Читаем Жизнь Гюго полностью

Учитывая такой продолжительный интерес властей к его «агитации», не стоит удивляться, что в августе 1859 года Гюго отказался возвращаться во Францию. Наполеон III даровал амнистию всем политическим ссыльным – то есть, как написал Гюго, «убийца простил своих жертв». Хотя многие беженцы вернулись на родину умирать, Гюго выпустил едкую «Декларацию»: «Верный соглашению с моей совестью, я буду до конца делить изгнание со свободой. Когда вернется свобода, вернусь и я».

Даже в наши дни считается, что Гюго страдал от «ложной гордости» и бил врага, который больше не желал ему зла. Такой точки зрения придерживались и «ручные» журналисты Наполеона III. Но что же именно ему предлагали? Вернувшись, изгнанники попадали под наблюдение злонамеренной бюрократии, то есть тех самых чиновников, которые недавно объявляли, будто Гюго причастен к покушению Орсини на жизнь Наполеона III{1071}. Знаменитая амнистия была ловким трюком, а вовсе не признаком перемены курса.

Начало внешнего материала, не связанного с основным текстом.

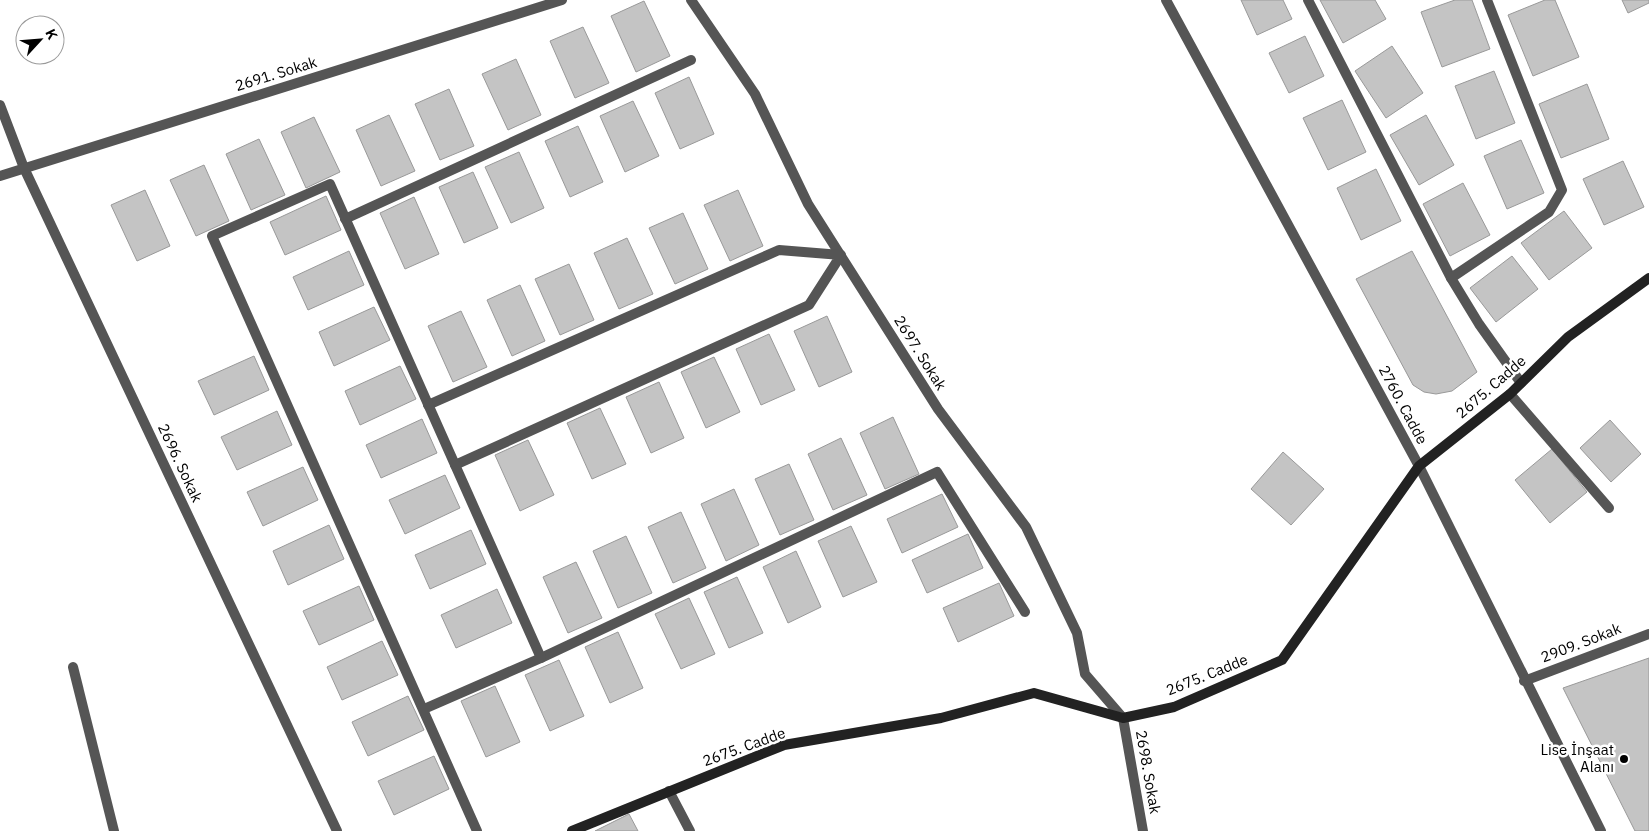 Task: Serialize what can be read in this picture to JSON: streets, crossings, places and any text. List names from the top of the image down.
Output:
{
  "streets": {
    "street": [
      "2691. Sokak",
      "2697. Sokak",
      "2675. Cadde",
      "2760. Cadde",
      "2696. Sokak",
      "2909. Sokak",
      "2698. Sokak"
    ]
  },
  "crossings": [
    ["2691. Sokak", "2696. Sokak"],
    ["2697. Sokak", "2675. Cadde"],
    ["2697. Sokak", "2698. Sokak"],
    ["2675. Cadde", "2760. Cadde"],
    ["2675. Cadde", "2698. Sokak"],
    ["2760. Cadde", "2909. Sokak"]
  ],
  "places": ["Lise İnşaat Alanı"],
  "north": "top right"
} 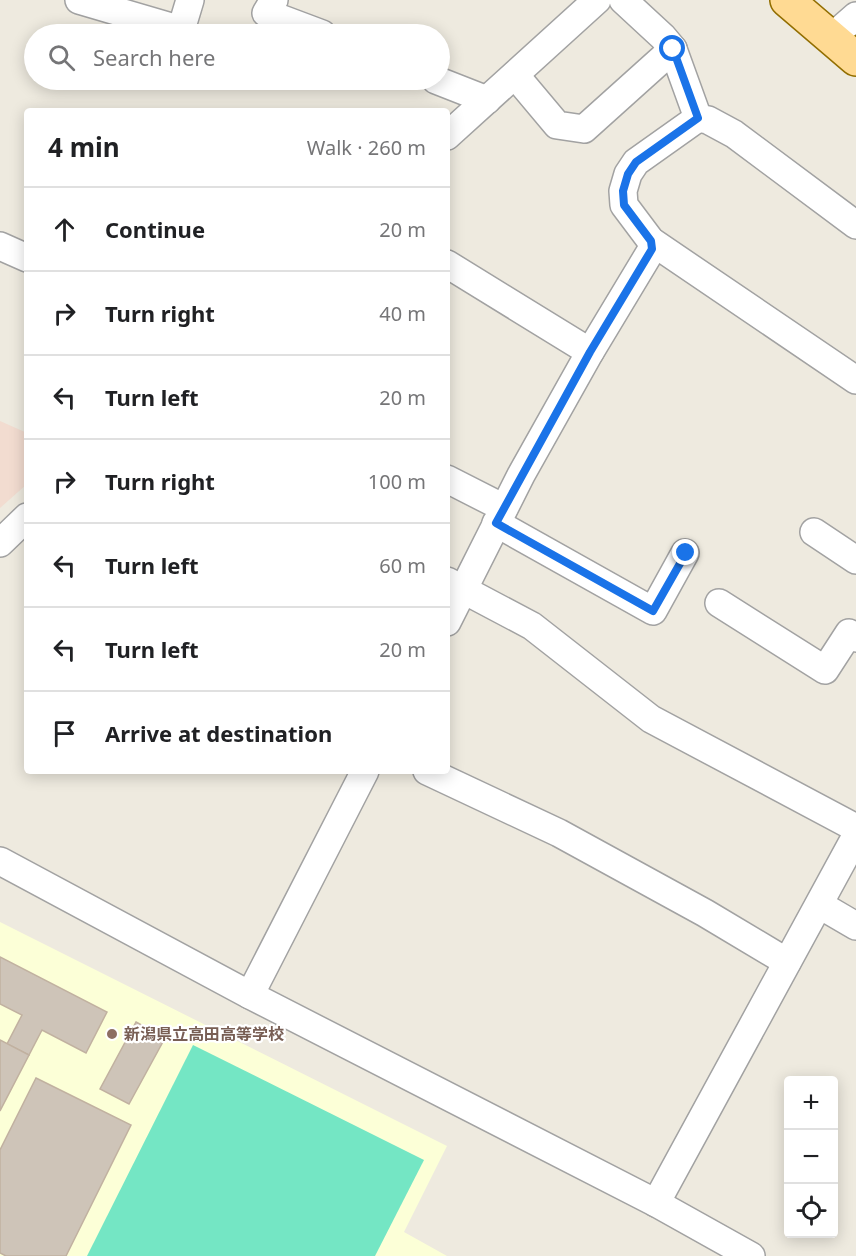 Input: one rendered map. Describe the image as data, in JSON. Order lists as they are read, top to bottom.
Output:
{
  "places": ["新潟県立高田高等学校"],
  "page": {
    "search": "Search here",
    "heading": ["4 min", "Walk · 260 m"],
    "list": [
      ["Continue", "20 m"],
      ["Turn right", "40 m"],
      ["Turn left", "20 m"],
      ["Turn right", "100 m"],
      ["Turn left", "60 m"],
      ["Turn left", "20 m"],
      "Arrive at destination"
    ],
    "map_buttons": ["+", "−"]
  }
} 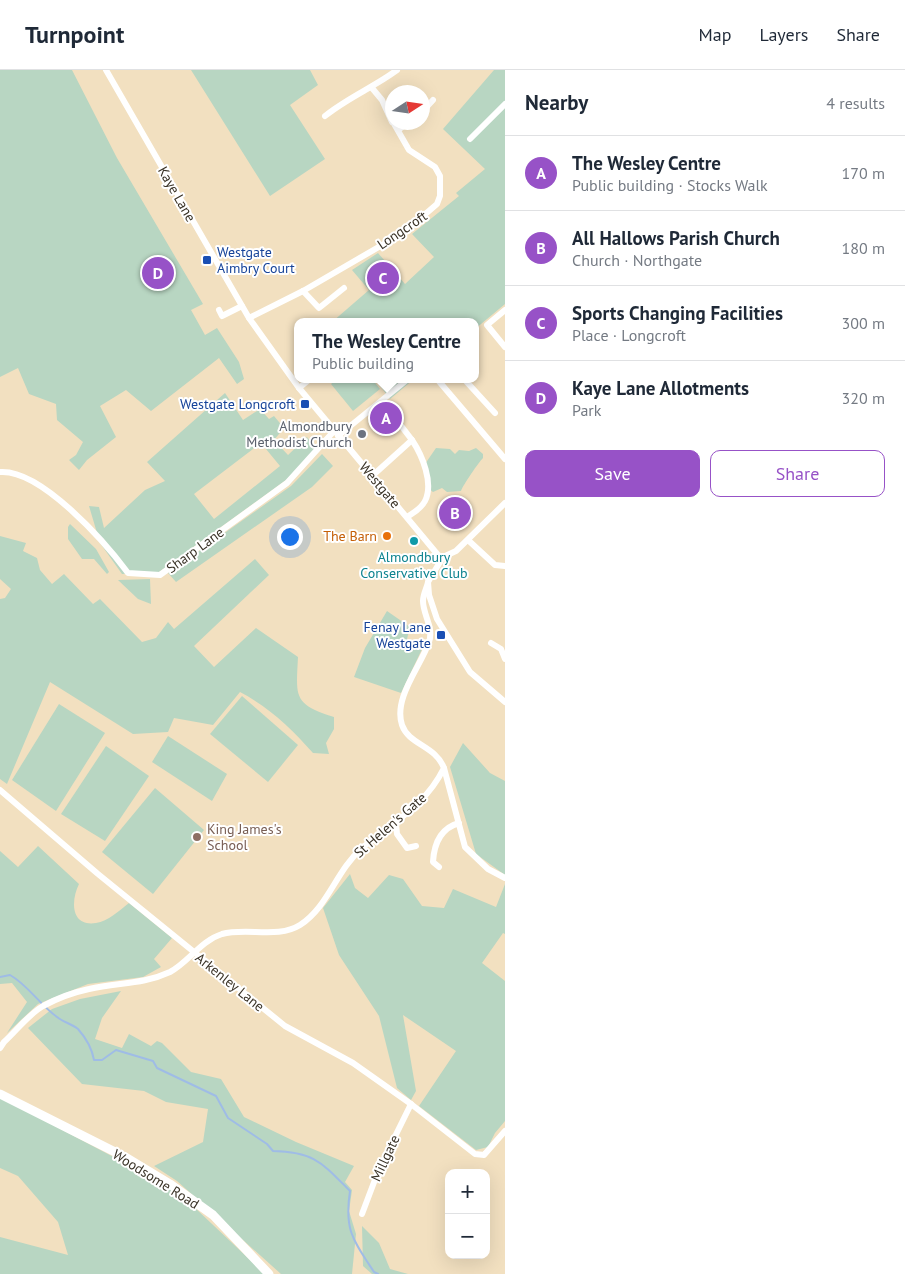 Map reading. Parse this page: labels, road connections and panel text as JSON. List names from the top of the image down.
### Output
{
  "streets": {
    "street": [
      "Kaye Lane",
      "Longcroft",
      "Westgate",
      "Sharp Lane",
      "St Helen's Gate",
      "Arkenley Lane",
      "Millgate",
      "Woodsome Road"
    ]
  },
  "crossings": [
    ["Kaye Lane", "Longcroft"],
    ["Kaye Lane", "Westgate"],
    ["Longcroft", "Westgate"],
    ["Westgate", "Sharp Lane"],
    ["St Helen's Gate", "Arkenley Lane"],
    ["Arkenley Lane", "Millgate"]
  ],
  "places": {
    "transit": ["Westgate Aimbry Court", "Westgate Longcroft", "Fenay Lane Westgate"],
    "other": [
      "Almondbury Methodist Church",
      "The Barn",
      "Almondbury Conservative Club",
      "King James's School"
    ]
  },
  "north": "right",
  "page": {
    "header": "Turnpoint",
    "nav": ["Map", "Layers", "Share"],
    "heading": ["Nearby", "4 results"],
    "list": [
      {
        "mark": "A",
        "name": "The Wesley Centre",
        "note": "Public building · Stocks Walk",
        "value": "170 m"
      },
      {
        "mark": "B",
        "name": "All Hallows Parish Church",
        "note": "Church · Northgate",
        "value": "180 m"
      },
      {
        "mark": "C",
        "name": "Sports Changing Facilities",
        "note": "Place · Longcroft",
        "value": "300 m"
      },
      {
        "mark": "D",
        "name": "Kaye Lane Allotments",
        "note": "Park",
        "value": "320 m"
      }
    ],
    "pins": [
      "D",
      "C",
      "A",
      "B"
    ],
    "popup": ["The Wesley Centre", "Public building"],
    "buttons": ["Save", "Share"],
    "map_buttons": ["+", "−"]
  }
} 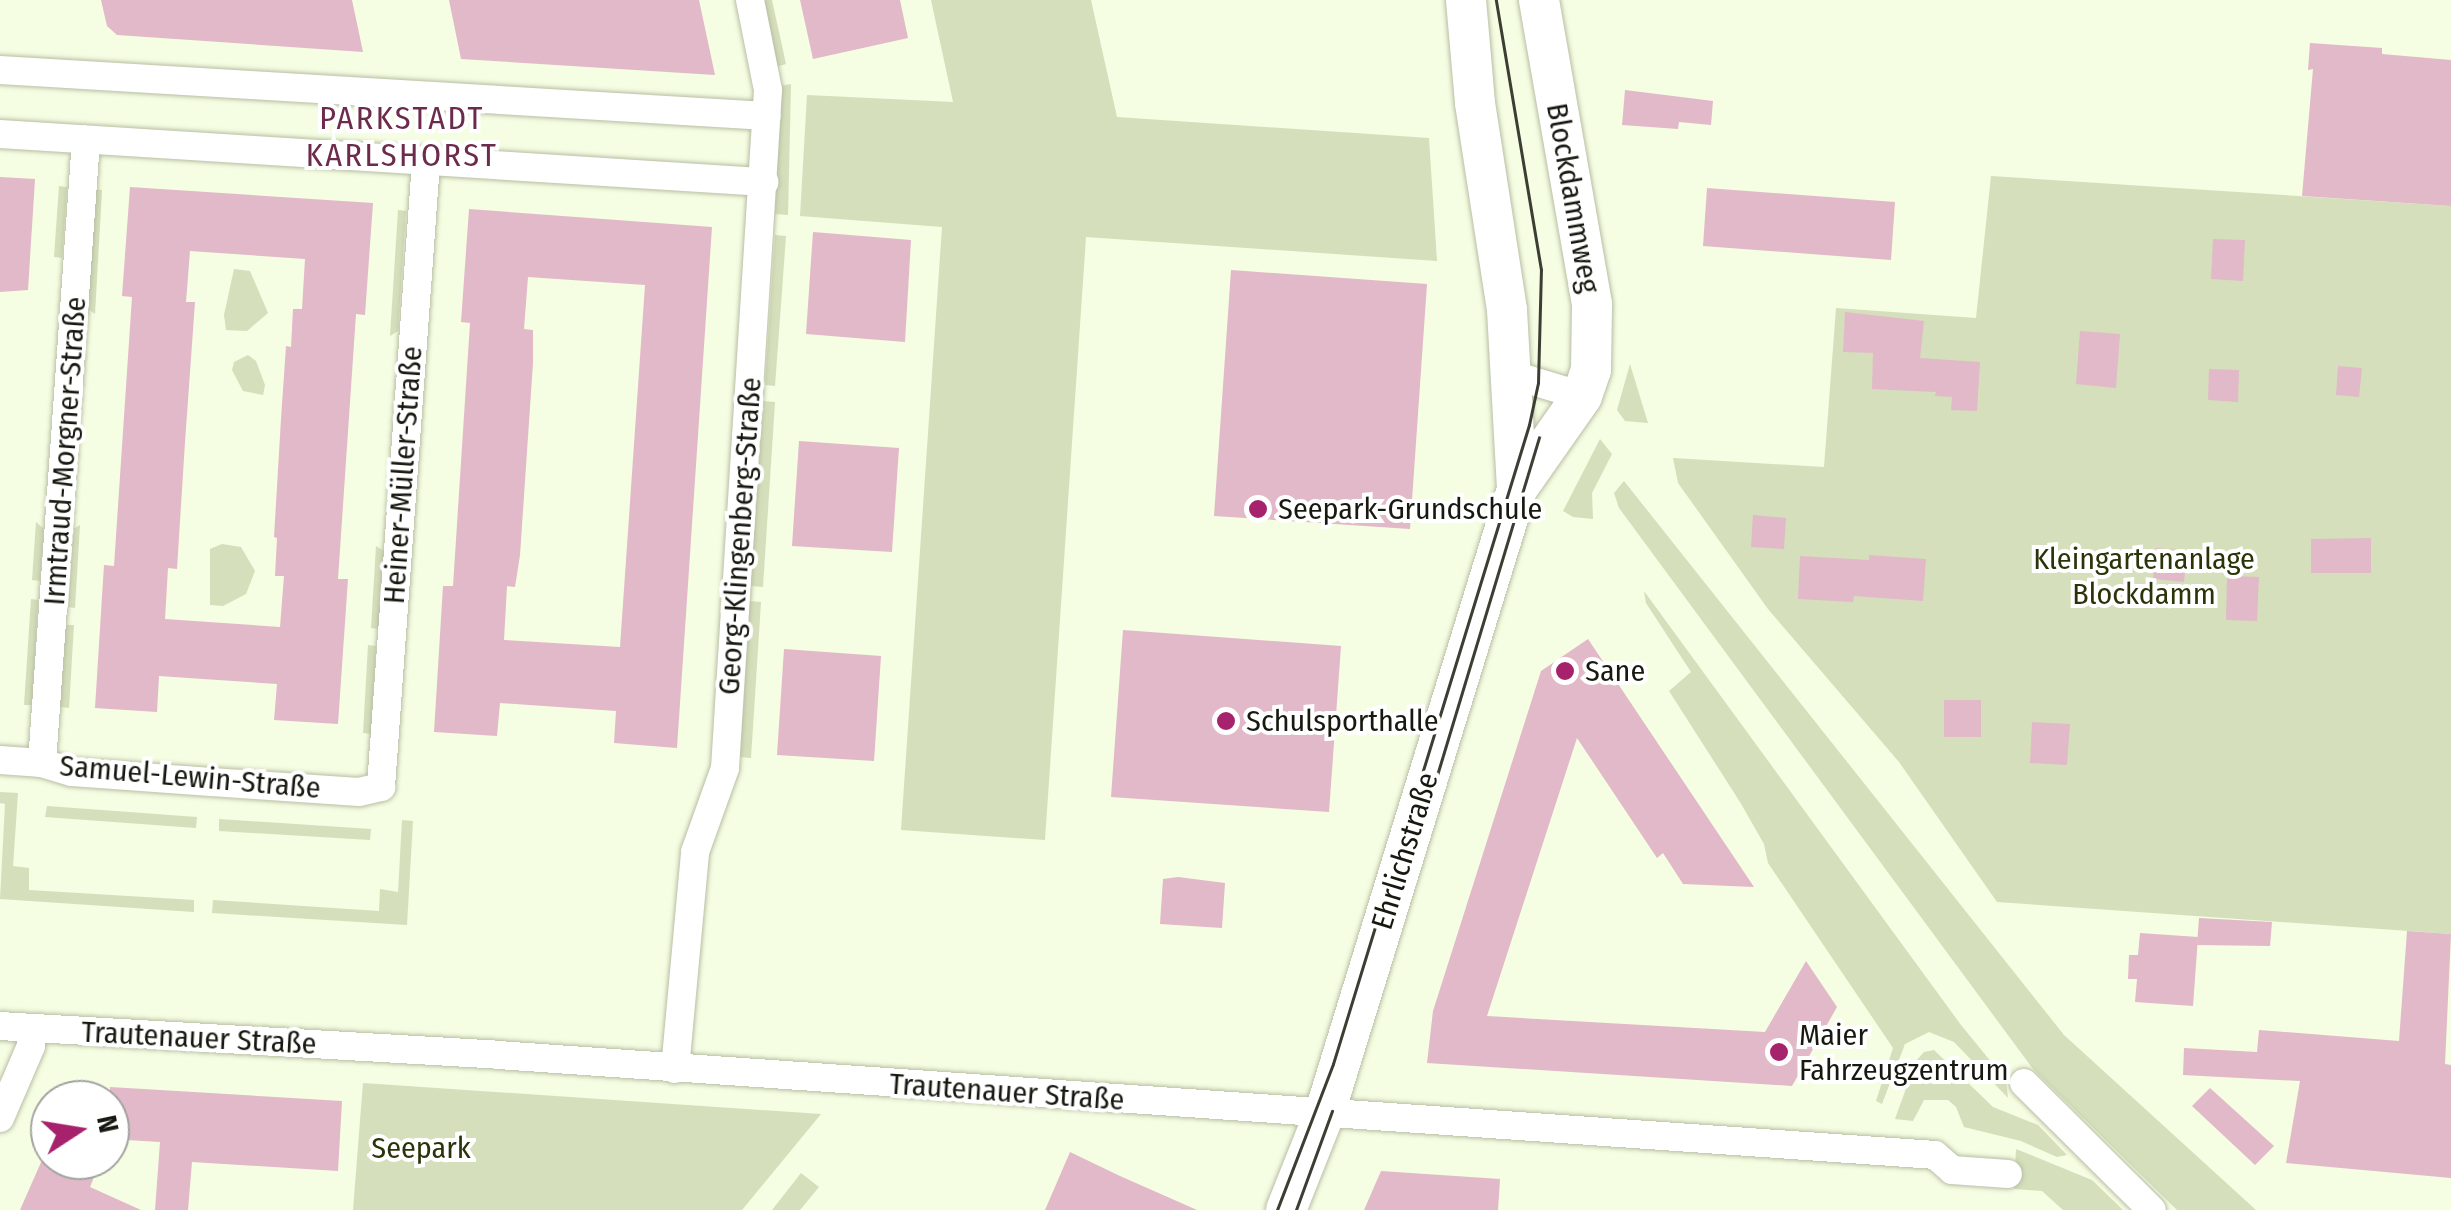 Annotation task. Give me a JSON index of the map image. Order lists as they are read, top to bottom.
{
  "streets": {
    "street": [
      "Blockdammweg",
      "Irmtraud-Morgner-Straße",
      "Heiner-Müller-Straße",
      "Georg-Klingenberg-Straße",
      "Samuel-Lewin-Straße",
      "Ehrlichstraße",
      "Trautenauer Straße"
    ]
  },
  "crossings": [
    ["Blockdammweg", "Ehrlichstraße"],
    ["Irmtraud-Morgner-Straße", "Samuel-Lewin-Straße"],
    ["Heiner-Müller-Straße", "Samuel-Lewin-Straße"],
    ["Georg-Klingenberg-Straße", "Trautenauer Straße"],
    ["Ehrlichstraße", "Trautenauer Straße"]
  ],
  "districts": ["PARKSTADT KARLSHORST"],
  "parks": ["Kleingartenanlage Blockdamm", "Seepark"],
  "places": [
    "Seepark-Grundschule",
    "Sane",
    "Schulsporthalle",
    "Maier Fahrzeugzentrum"
  ],
  "north": "right"
}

Решение Гюго остаться на своей скале диктовалось и практическими соображениями. Он сказал Франсуа-Виктору, что отныне его изгнание становилось «добровольным». В письме к Франсуа-Виктору ощущается лишь намек на смущение в связи с краткостью и умеренностью его «Декларации». «Созерцания» и «Легенда веков» во многом обязаны своим литературным и коммерческим успехом тому факту, что им позволили выйти во Франции, и не было смысла жертвовать «Отверженными» ради удовольствия оскорбить «г-на Бонапарта». Как становится ясно из стихотворения о Каине, совесть не может существовать без публики.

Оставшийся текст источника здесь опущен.